MLSys 2021: Bridging the divide between machine learning and systems
Amazon distinguished scientist and conference general chair Alex Smola on what makes MLSys unique — both thematically and culturally.
The Conference on Machine Learning and Systems (MLSys), which starts next week, is only four years old, but Amazon scientists already have a rich history of involvement with it. Amazon Scholar Michael I. Jordan is on the steering committee; vice president and distinguished scientist Inderjit Dhillon is on the board and was general chair last year; and vice president and distinguished scientist Alex Smola, who is also on the steering committee, is this year’s general chair.
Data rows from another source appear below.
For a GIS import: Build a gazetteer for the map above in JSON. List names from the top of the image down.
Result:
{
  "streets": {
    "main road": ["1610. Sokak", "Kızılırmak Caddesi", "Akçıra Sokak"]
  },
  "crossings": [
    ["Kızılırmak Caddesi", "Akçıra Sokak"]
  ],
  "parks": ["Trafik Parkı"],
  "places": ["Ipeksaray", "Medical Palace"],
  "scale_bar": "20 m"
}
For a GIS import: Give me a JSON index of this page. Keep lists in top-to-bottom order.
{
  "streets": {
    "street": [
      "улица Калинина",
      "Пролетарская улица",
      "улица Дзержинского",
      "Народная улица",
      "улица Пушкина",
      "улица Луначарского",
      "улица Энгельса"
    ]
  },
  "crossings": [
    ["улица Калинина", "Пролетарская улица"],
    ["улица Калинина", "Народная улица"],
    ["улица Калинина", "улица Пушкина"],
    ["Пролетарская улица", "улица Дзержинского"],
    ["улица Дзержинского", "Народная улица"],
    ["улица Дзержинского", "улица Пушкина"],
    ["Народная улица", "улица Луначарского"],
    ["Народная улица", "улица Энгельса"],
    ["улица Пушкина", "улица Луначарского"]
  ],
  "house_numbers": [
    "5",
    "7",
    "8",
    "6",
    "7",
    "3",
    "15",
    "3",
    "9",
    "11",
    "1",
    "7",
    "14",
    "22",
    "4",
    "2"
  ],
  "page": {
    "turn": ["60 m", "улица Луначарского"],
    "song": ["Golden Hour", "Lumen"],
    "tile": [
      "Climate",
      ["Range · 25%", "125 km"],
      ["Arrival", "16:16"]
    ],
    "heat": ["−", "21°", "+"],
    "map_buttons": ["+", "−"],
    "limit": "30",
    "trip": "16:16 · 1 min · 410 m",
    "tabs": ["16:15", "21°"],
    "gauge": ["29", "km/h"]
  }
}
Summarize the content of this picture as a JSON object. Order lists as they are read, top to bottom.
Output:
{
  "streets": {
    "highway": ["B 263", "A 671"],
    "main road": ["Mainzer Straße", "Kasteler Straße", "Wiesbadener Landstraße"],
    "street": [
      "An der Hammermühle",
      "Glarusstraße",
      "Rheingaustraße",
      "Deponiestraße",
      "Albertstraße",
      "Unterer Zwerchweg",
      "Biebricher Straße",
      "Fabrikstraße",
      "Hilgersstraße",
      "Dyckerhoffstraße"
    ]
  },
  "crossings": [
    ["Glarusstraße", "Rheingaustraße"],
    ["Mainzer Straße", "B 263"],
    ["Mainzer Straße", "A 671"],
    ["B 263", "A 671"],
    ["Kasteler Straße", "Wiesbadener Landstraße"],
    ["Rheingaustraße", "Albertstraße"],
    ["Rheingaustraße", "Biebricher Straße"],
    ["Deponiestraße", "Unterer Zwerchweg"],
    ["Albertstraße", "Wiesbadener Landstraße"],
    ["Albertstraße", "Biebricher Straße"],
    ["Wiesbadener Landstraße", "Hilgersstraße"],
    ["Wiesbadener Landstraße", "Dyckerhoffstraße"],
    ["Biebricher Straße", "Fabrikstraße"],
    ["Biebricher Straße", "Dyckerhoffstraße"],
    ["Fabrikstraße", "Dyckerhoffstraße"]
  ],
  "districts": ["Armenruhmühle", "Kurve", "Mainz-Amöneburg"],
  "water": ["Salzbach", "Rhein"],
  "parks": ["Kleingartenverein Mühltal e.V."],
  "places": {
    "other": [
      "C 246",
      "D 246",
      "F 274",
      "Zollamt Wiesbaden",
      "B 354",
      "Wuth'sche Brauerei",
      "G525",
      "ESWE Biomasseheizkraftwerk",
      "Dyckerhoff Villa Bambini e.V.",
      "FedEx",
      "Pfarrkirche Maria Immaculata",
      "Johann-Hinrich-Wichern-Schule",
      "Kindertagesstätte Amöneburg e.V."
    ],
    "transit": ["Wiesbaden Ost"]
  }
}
As the deep-learning revolution spread, MLSys was founded to bridge two communities that had much to offer each other but that were often working independently: machine learning researchers and system developers.
“If you look at the big machine learning conferences, they mostly focus on, ‘Okay, here's a cool algorithm, and here are the amazing things that it can do. And by the way, it now recognizes cats even better than before,’” Smola says. “They're conferences where people mostly show an increase in capability. At the same time, there are systems conferences, and they mostly care about file systems, databases, high availability, fault tolerance, and all of that.
“Now, why do you need something in-between? Well, because quite often in machine learning, approximate is good enough. You don't necessarily need such good guarantees from your systems. If you lower the requirement, you can do things cheaper, faster, or more scalably.”
Sys for ML, ML for sys
At the same time, as deep learning’s popularity grew, it was natural to ask whether it could help allocate resources in computer systems.
“This is, ultimately, what a lot of systems papers do,” Smola says. “They are along the lines of, Should I start a machine? Should I end one? How many devices should I schedule for a job? When do I decide that a machine has failed? How much redundancy do I need? So you can ask yourself, Well, given that these are a lot of resource decisions, can I use machine learning to predict what an optimal or at least a better strategy will be to handle those resource decisions?”
Should I start a machine? Should I end one? How many devices should I schedule for a job? ... Can I use machine learning to predict what an optimal or at least a better strategy will be?
Papers accepted to MLSys, Smola explains, feature research in both directions — machine learning for systems and systems for machine learning. As an example, he pulls up the program listing for the conference session on Communication and Storage, on Tuesday, April 6.
“This is very much a systems session,” Smola says. “But even there, it covers both directions. For instance, the paper ‘In-network aggregation for shared machine learning clusters’ is about how you can do operations cheaply to facilitate more machine learning. But another paper is about how to use machine learning to make those storage systems themselves better.”
MLSys doesn’t just represent a merger of research programs, Smola says; it also represents a merger of cultures — which can make for some lively discussion.
“In the systems community, essentially, unless you actually have a working system, they won't take you seriously,” Smola says. “That makes the conference a little bit interesting, because you have two different cultures. You have the machine learning culture, where it's more like, ‘Hey, here is an impressionist painting of what could be. Next paper, please.’ And then the systems community, which is a lot more rigorous in terms of, ‘Well, here's something that actually works, and hey, we've demonstrated it. And by the way, maybe there's a product that's actually shipping now with it.’ And that makes the conference interesting, because those two cultures usually don't mix quite that much. And this maybe gives the systems papers a slightly more theoretical bent and the machine learning papers a slightly more empirical one.”
At this year’s MLSys, one of the additions that Smola oversaw is the introduction of a daylong Chips and Compilers Symposium, which brings the conversation about system design for machine learning down to the metal — the chip level. The symposium was organized by Mu Li, a senior principal scientist with Amazon Web Services.
“There are events like Hot Chips and Cool Chips where NVIDIA, Intel, AMD, ARM, and others show up and demonstrate the latest silicon,” Smola says. “But the silicon is only half the equation. So we figured this would be a good place to bring these two communities much more closely together. This is a community-building exercise.”
Like all computer science conferences in the past year, MLSys has moved online. The advantage of that, Smola says, is that it has drastically reduced the price of registration — $25 for students and $100 for academics and professionals.
“It's super affordable for anybody,” Smola says.